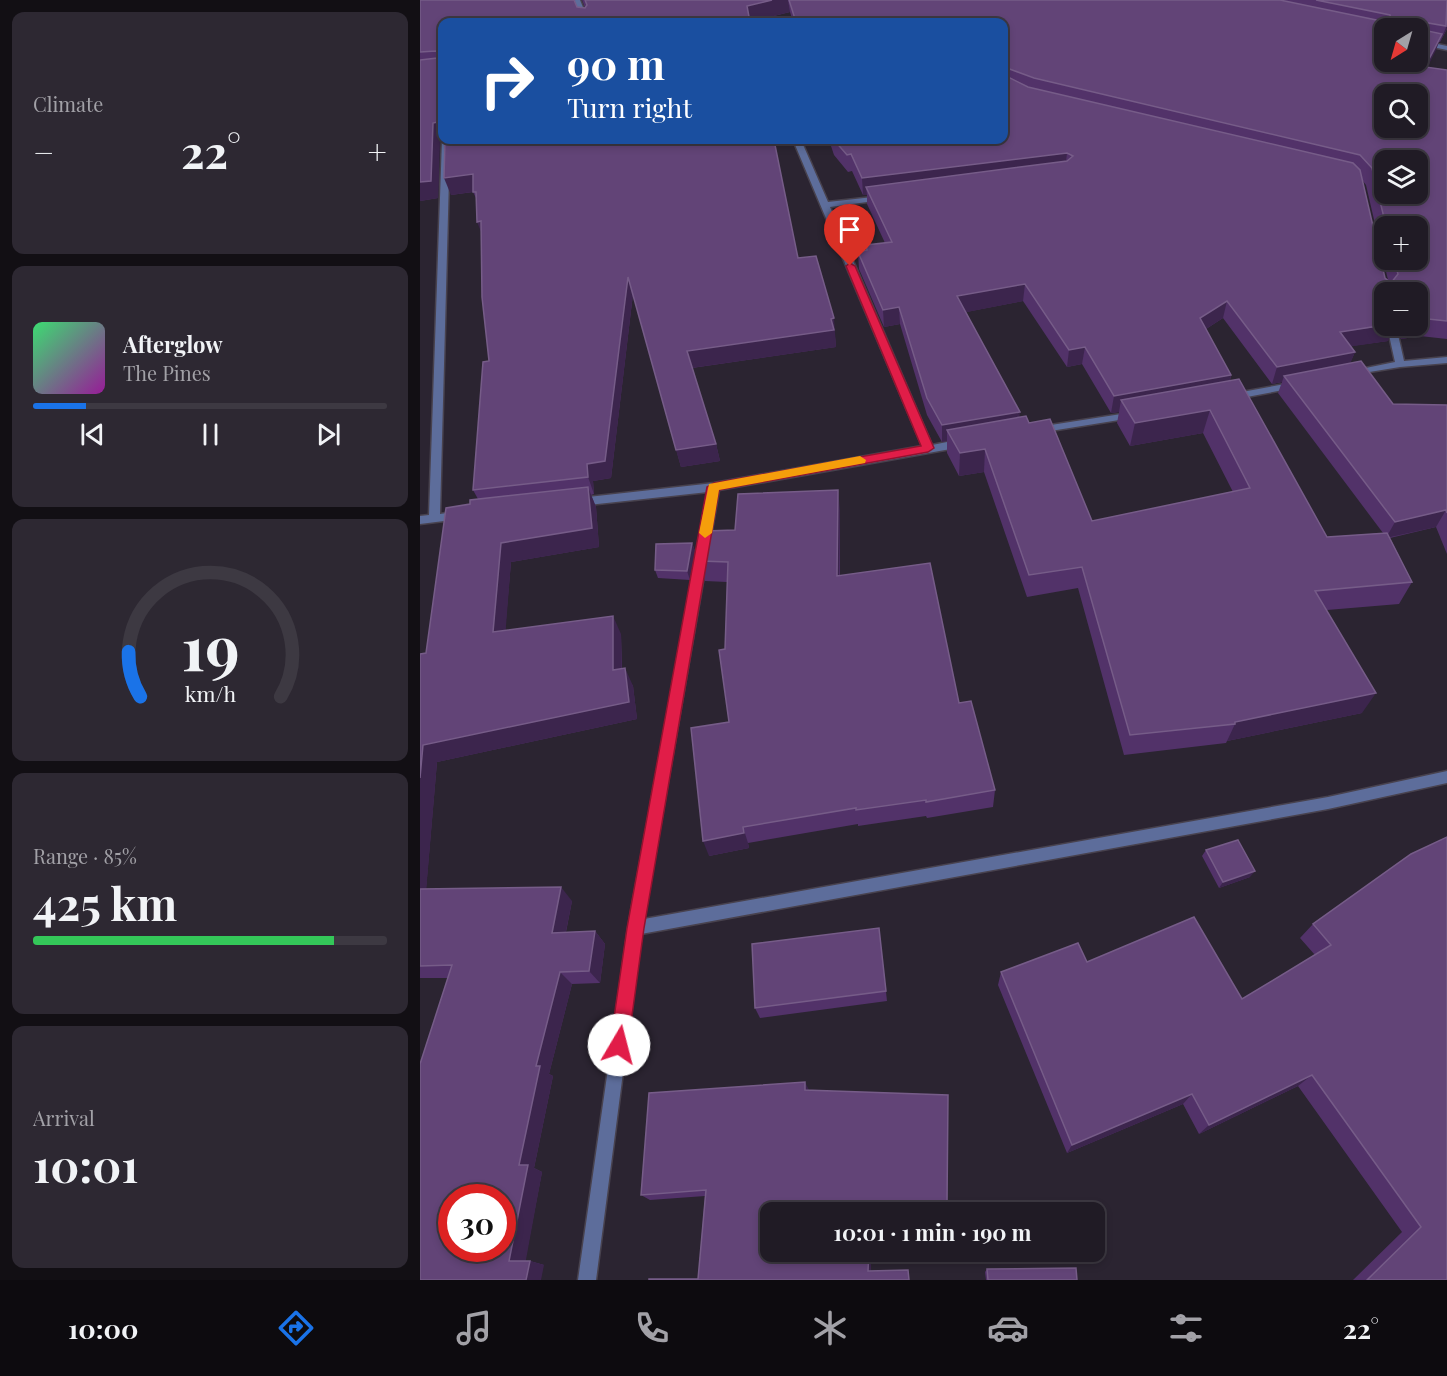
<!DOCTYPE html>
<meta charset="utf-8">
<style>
:root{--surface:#201b25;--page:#2d2832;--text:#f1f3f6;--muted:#a2a1a7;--line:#3d3942;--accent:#1a73e8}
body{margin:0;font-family:"Playfair Display",serif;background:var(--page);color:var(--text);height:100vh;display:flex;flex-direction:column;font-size:22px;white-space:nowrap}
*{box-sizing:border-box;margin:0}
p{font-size:20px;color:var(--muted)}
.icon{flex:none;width:33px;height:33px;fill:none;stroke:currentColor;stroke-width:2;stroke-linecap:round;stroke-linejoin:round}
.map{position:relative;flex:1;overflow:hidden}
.drawer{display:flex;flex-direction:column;gap:12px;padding:12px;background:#120f14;width:420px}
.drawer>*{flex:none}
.guide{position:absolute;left:18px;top:18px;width:570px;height:126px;border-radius:12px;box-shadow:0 3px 9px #0003,0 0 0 2px var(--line);background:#1a4fa0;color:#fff;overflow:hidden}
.needle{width:39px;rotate:217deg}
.buttons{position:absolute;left:954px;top:18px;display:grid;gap:12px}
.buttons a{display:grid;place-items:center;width:54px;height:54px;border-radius:12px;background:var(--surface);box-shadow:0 3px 9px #0003,0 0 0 2px var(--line);font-size:30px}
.speed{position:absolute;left:18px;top:1184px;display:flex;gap:12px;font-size:30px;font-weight:700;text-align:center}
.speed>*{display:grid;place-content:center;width:78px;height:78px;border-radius:50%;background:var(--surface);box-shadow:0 3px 9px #0003,0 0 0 2px var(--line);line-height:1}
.speed .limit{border:9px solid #d22;background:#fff;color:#111}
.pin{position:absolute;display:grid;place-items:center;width:51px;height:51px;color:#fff;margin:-62px -26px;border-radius:50% 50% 50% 0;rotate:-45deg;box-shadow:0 0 6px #0007}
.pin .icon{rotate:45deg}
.me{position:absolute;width:66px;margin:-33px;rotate:8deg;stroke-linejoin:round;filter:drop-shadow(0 0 4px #0008)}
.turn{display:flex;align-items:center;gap:21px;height:126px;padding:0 30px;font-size:27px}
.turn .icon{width:78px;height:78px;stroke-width:2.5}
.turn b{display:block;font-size:42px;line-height:51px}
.big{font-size:45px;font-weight:700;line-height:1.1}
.drawer .card{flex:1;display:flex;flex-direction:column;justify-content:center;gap:9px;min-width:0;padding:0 21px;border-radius:12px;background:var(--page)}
.drawer .dial{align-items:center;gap:0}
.dial svg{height:156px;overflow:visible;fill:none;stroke:var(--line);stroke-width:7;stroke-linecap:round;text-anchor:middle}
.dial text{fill:var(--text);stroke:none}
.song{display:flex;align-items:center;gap:18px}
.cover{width:72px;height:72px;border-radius:9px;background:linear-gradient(135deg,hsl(140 70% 55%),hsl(300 70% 35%))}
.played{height:6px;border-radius:3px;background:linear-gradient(90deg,var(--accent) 15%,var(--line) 15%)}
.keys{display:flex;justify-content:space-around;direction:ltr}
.heat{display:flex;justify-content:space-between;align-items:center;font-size:33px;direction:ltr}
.charge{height:9px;border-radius:4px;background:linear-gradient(90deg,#34c759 85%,var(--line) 0)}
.trip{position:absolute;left:340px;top:1202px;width:345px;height:60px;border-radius:12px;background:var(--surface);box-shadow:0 3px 9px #0003,0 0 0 2px var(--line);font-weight:700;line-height:60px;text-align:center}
.dock{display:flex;height:96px;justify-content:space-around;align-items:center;background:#0d0b0f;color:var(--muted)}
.dock .icon{width:42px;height:42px}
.dock .active{color:var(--accent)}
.dock b{font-size:27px;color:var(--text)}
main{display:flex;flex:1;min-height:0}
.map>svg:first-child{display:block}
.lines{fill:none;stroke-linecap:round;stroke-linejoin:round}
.minor-casing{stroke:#48424e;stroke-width:3}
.minor{fill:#5d6d9b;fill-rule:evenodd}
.wall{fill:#523269;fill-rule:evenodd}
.shaded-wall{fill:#3c254d}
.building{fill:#624477;stroke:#765c88;stroke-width:1.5;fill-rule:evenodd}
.route{fill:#e11d48;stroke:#92132f;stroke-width:1.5}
.slow{fill:#f59e0b}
</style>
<main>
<section class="drawer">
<div class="card"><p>Climate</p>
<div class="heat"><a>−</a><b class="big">22°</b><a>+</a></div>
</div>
<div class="card">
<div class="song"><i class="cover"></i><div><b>Afterglow</b><p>The Pines</p></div></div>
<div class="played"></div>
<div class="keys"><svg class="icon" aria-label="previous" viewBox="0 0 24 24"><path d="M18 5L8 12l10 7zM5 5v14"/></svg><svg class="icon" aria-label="pause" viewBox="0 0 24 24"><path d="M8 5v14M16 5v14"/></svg><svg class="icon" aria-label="next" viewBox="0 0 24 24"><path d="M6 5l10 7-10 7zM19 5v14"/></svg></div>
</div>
<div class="card dial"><svg viewBox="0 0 100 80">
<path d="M14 69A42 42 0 1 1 86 69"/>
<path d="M14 69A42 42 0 0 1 8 46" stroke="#1a73e8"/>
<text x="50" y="56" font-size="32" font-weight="700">19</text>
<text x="50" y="72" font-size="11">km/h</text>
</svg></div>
<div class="card"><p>Range · 85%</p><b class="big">425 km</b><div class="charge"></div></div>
<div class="card"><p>Arrival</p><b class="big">10:01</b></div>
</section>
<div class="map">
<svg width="1027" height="1280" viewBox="0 0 1027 1280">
<rect width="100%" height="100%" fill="#2b2431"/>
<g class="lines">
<defs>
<g id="minor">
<polygon points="154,0 160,0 169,22 163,22"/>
<polygon points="998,40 1027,46 1027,50 998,44"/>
<polygon points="22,140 30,140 20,514 40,511 45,515 40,519 0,524 0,516 9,515"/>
<polygon points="373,140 381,140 408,202 462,196 466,198 462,200 410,207 512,445 542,439 547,443 542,447 299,490 224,919 908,797 1027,771 1027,783 908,809 221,934 176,1280 158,1280 208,928 288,492 159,506 154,502 159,498 294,483 502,446"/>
<polygon points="967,326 976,326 984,361 1027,357 1027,363 980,367 931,375 931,371 975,362"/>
<polygon points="876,382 879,383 879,387 811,400 806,397 811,394"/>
<polygon points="714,412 719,415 718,417 618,433 613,430 618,427"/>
</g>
</defs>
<!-- minor casing -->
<use href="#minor" class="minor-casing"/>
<!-- minor -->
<use href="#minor" class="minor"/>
</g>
<!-- wall -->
<g class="wall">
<path d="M 0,0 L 157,7 L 165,8 L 162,0 L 1027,0 L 1027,29 L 1020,42 L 1019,42 L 1007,67 L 1027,70 L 1027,339 L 1000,336 L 981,339 L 978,326 L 998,326 L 998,292 L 964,292 L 968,341 L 931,346 L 935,352 L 930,363 L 973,404 L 1027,405 L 1027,554 L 1016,527 L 970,538 L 992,582 L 979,604 L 907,610 L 942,713 L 807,741 L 806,743 L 704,755 L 658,588 L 607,597 L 564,472 L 539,476 L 527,453 L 527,441 L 522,442 L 507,415 L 480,324 L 464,327 L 439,269 L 438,252 L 446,251 L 446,245 L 465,243 L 447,204 L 447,195 L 443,195 L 432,171 L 428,172 L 414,155 L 409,140 L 584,140 L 584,22 L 373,22 L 370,12 L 330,22 L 22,22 L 18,198 L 0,201 ZM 942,180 L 946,185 L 968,280 L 965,278 ZM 964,226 L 998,226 L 998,260 L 964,260 ZM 603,301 L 647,367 L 662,364 L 691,413 L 699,412 L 697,423 L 710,446 L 783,433 L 813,492 L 672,521 L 599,418 L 546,312 ZM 803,318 L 852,384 L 862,382 L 858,393 L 963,533 L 907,537 L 810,381 L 811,375 L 786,329 Z"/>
<polygon points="25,140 378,258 415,336 416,347 272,368 296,444 300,461 261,467 213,294 191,478 173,481 174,494 171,495 176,507 179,547 91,562 85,631 201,634 202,669 213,686 217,719 17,762 6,889 152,901 146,932 175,931 185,944 180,983 152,984 129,1074 133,1076 114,1168 122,1172 105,1261 110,1261 124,1265 0,1280 28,978 0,978 0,654 6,653 50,504 58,499 53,490 69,361 61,231 57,200 53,192 31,195"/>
<polygon points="420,510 420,575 539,703 575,790 573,807 507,818 506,816 438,826 438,824 328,843 329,848 289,856 309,722 305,649 307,582 285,581 280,561 315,530"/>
<polygon points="272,543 275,551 270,580 238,578 235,570"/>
<polygon points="786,850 830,877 799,888 782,856"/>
<polygon points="991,854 1027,1280 933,1280 982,1232 878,1086 779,1134 763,1104 647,1153 578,985 581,972 667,962 822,999 895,955 880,938 893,924"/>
<polygon points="459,928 467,1001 340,1018 335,1008"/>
<polygon points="389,1090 527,1204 526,1209 451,1207 451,1271 488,1270 489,1273 278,1279 285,1196 230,1200 221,1195"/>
<polygon points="567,1269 657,1280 566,1280 565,1272"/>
</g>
<!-- shaded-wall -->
<g class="shaded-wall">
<polygon points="352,0 368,0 370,12 329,22 327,6"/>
<polygon points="1027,25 1027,29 1020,42"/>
<polygon points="1022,34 1016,50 999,84 1005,67"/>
<polygon points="22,121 22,139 20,140 18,198 0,201 0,182 13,123"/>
<polygon points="647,153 645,170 446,187 447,195 443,195 442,178"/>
<polygon points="53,174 59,191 31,195 24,178"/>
<polygon points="61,221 64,239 57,222"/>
<polygon points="208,277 213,294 191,478 173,481 174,494 168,477 167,464"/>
<polygon points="605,284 603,301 537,314 537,296"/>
<polygon points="807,301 803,318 775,336 780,318"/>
<polygon points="479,307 480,324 464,327 463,310"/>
<polygon points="414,318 416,347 271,368 267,351"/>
<polygon points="1008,319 1000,336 981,339 987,326 998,326 998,320"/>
<polygon points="964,326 975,326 968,341 914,349 920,332"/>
<polygon points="665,347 662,364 647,367 649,350"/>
<polygon points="935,352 928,369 864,376 862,382 852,384 857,367"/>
<polygon points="811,375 806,393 701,400 699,412 691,413 694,396"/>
<polygon points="790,410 783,433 710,446 715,423"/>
<polygon points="600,412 598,429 527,430 527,441 522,442 522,425"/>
<polygon points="296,444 300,461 261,467 256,450"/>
<polygon points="565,449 564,472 539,476 540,453"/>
<polygon points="168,487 176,507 179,547 91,562 84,651 73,632 81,543"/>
<polygon points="418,490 420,510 419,595 417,576"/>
<polygon points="1026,510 1016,527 966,538 975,522"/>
<polygon points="272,543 275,551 270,580 267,571"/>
<polygon points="193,616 201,634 202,688 193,670"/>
<polygon points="205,668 213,686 217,719 17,762 5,904 0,899 0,778 3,745"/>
<polygon points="956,693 942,713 807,741 815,724 815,722"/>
<polygon points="323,827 328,843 329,848 289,856 283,841"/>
<polygon points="835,871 830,877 799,888 803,882"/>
<polygon points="141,887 152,901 143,946 132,933"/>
<polygon points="175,931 185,944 180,983 169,971"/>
<polygon points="140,972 152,984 129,1074 133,1076 114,1168 122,1172 105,1265 89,1261 99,1165 116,1066"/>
<polygon points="892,1075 878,1086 779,1134 789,1125"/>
<polygon points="385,1082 389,1090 389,1098 385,1090"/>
<polygon points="772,1094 763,1104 647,1153 652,1145"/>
<polygon points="449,1251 451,1251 451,1274 448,1271"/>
<polygon points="110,1261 124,1265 121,1280 106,1280"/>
</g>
<!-- building -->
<g class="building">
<polygon points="0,0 154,0 157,7 165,8 167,5 165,0 352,0 327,6 330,22 22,22 22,121 13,123 11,181 0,182 0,60 17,58 18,53 16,51 0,52"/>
<path d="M 369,0 L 860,0 L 971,23 L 970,15 L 896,0 L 1027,0 L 1026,26 L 1002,22 L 1003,30 L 1022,34 L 1005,67 L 1027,70 L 1027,321 L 1008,319 L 998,320 L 998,292 L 964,292 L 964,325 L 920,332 L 935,352 L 857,367 L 807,301 L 780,318 L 811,375 L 694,396 L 665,347 L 649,350 L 605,284 L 537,296 L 600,412 L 522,425 L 507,398 L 479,307 L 463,310 L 438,252 L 447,250 L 446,245 L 472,242 L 446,187 L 647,161 L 653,156 L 647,153 L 442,178 L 431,154 L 427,155 L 414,140 L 584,140 L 584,71 L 584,75 L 608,87 L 933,163 L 940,170 L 965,278 L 971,283 L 978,274 L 974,260 L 998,260 L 998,226 L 966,226 L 952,168 L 940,155 L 614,78 L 584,67 L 584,22 L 376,22 ZM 964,28 L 998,28 L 998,62 L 964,62 ZM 964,94 L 998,94 L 998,128 L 964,128 ZM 964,160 L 998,160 L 998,194 L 964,194 Z"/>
<polygon points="25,140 354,140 378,258 396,256 414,318 411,319 414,330 267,351 296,444 256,450 208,277 185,461 167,464 168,477 53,490 63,362 69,361 62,297 61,221 57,222 56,192 53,192 53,174 24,178"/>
<polygon points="941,361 973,404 1027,405 1027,513 1026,510 975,522 864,376"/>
<polygon points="819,379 907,537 967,533 992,582 895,591 956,693 815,722 815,724 710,735 662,567 609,575 565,449 540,453 527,430 606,416 609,423 630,419 672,521 830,488 790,410 715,423 701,400"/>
<polygon points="168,487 172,528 81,543 73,632 193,616 193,670 205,668 209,702 3,745 0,778 0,654 6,653 26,508 50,504 50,500"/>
<polygon points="418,490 417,576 510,563 539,703 551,701 575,790 506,802 506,800 436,810 436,808 323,827 324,833 283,841 271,728 309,722 299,650 305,649 308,562 280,561 285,531 315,530 318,494"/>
<polygon points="272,543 267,571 235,570 236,544"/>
<polygon points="1027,837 1027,1280 947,1280 1001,1227 892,1075 789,1125 772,1094 652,1145 581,972 658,943 667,962 774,917 822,999 911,945 893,924 991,854"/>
<polygon points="818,840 835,871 803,882 786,850"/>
<path d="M 141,887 L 132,933 L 175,931 L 169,971 L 140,972 L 116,1066 L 120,1066 L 99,1165 L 108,1165 L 89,1261 L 110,1261 L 106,1280 L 0,1280 L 0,1064 L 32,965 L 0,966 L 0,889 ZM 32,1197 L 82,1197 L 82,1248 L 32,1248 Z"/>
<polygon points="459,928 466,991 335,1008 332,944"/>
<polygon points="385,1082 385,1090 528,1095 527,1204 449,1202 449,1212 351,1212 351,1251 449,1251 448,1271 488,1270 489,1280 229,1280 229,1279 278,1279 286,1190 221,1195 229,1093"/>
<polygon points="656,1268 657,1280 568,1280 567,1269"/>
</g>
<!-- route -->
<polygon class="route" points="430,263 435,266 514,448 508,452 299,490 224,928 208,1045 205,1052 199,1054 193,1052 190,1045 207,928 287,487 294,483 501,446 426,266"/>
<!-- slow -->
<polygon class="slow" points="440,456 446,460 445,463 299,490 292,533 285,538 279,533 289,484"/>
</svg>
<div class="buttons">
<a><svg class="needle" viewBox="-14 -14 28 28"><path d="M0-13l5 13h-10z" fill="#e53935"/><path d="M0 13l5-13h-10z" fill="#a2a1a7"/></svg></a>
<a><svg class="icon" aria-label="search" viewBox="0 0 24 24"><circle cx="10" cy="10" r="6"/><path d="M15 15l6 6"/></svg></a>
<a><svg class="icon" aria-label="layers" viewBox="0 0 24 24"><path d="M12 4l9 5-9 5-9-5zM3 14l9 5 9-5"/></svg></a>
<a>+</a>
<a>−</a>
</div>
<div class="speed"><div class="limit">30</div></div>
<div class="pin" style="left:430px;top:266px;background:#d93025"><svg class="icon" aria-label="arrive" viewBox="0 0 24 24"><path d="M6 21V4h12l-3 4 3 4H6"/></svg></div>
<svg class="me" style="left:199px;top:1045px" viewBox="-20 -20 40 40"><circle r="19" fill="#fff"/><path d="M0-13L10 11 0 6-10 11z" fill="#e11d48"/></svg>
<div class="trip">10:01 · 1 min · 190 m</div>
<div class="guide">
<div class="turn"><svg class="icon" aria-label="right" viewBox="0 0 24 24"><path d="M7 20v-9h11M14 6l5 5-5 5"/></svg><div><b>90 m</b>Turn right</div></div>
</div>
</div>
</main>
<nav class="dock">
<b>10:00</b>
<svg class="icon active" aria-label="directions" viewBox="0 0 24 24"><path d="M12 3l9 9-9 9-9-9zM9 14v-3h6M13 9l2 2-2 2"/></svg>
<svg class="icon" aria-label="music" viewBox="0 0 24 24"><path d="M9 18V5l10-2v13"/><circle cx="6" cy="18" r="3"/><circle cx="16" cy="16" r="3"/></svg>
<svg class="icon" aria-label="phone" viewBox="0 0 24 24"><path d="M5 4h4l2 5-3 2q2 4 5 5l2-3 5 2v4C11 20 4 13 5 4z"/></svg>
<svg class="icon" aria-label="climate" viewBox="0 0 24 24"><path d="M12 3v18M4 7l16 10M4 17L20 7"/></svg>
<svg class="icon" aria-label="car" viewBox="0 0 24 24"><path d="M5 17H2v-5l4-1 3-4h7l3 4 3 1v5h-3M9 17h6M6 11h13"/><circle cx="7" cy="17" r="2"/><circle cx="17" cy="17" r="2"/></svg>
<svg class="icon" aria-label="filters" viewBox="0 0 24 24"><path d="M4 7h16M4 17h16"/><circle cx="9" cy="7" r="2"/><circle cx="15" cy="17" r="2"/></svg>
<b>22°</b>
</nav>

__________________________________________________

**ACTIVITY**
Go through the listing above. Show each line where the word "linejoin" is found.

**EXPECTED ANSWER**
.icon{flex:none;width:33px;height:33px;fill:none;stroke:currentColor;stroke-width:2;stroke-linecap:round;stroke-linejoin:round}
.me{position:absolute;width:66px;margin:-33px;rotate:8deg;stroke-linejoin:round;filter:drop-shadow(0 0 4px #0008)}
.lines{fill:none;stroke-linecap:round;stroke-linejoin:round}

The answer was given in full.